TO DO. When you copy the entries, match them exactly and omit the pictures.
-*-*-
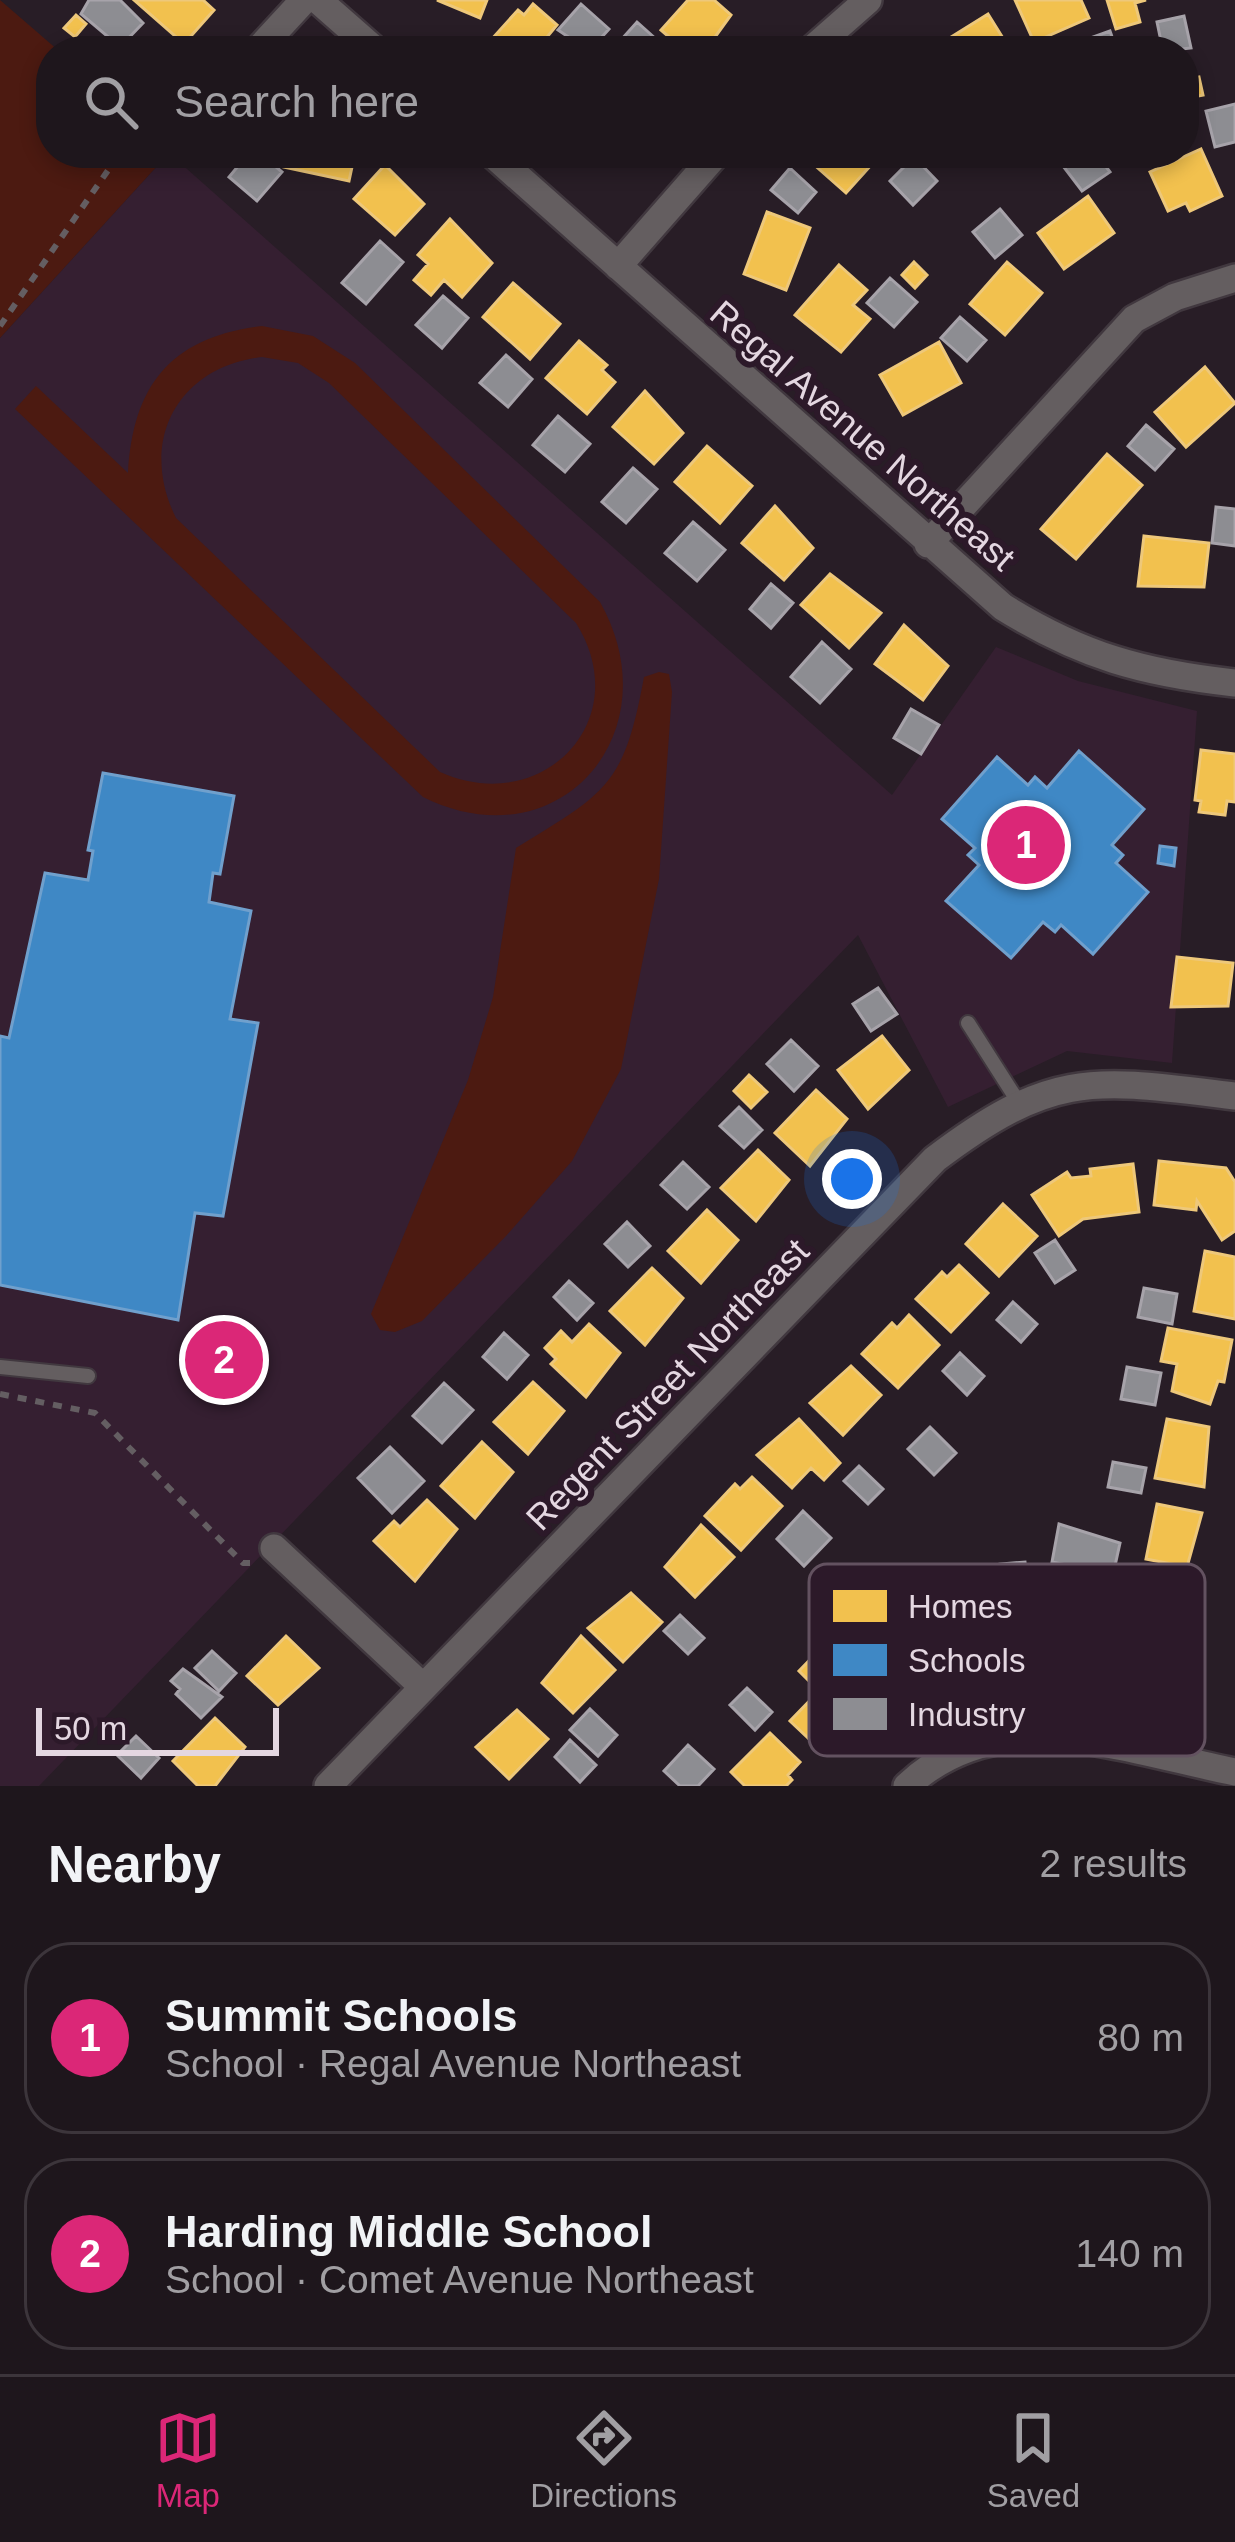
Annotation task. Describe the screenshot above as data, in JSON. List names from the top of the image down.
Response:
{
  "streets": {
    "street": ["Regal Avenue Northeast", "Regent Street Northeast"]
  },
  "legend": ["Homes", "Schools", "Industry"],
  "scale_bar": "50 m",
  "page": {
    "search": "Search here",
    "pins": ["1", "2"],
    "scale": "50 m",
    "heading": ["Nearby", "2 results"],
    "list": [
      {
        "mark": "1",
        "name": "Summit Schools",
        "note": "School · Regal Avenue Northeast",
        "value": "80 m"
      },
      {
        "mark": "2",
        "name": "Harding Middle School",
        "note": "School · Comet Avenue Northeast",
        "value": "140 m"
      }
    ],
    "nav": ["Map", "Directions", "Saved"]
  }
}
-*-*-
EXERCISE RESULT.
Annotation task. Describe the screenshot above as data, in JSON. List names from the top of the image down.
Response:
{
  "streets": {
    "street": ["Regal Avenue Northeast", "Regent Street Northeast"]
  },
  "legend": ["Homes", "Schools", "Industry"],
  "scale_bar": "50 m",
  "page": {
    "search": "Search here",
    "pins": ["1", "2"],
    "scale": "50 m",
    "heading": ["Nearby", "2 results"],
    "list": [
      {
        "mark": "1",
        "name": "Summit Schools",
        "note": "School · Regal Avenue Northeast",
        "value": "80 m"
      },
      {
        "mark": "2",
        "name": "Harding Middle School",
        "note": "School · Comet Avenue Northeast",
        "value": "140 m"
      }
    ],
    "nav": ["Map", "Directions", "Saved"]
  }
}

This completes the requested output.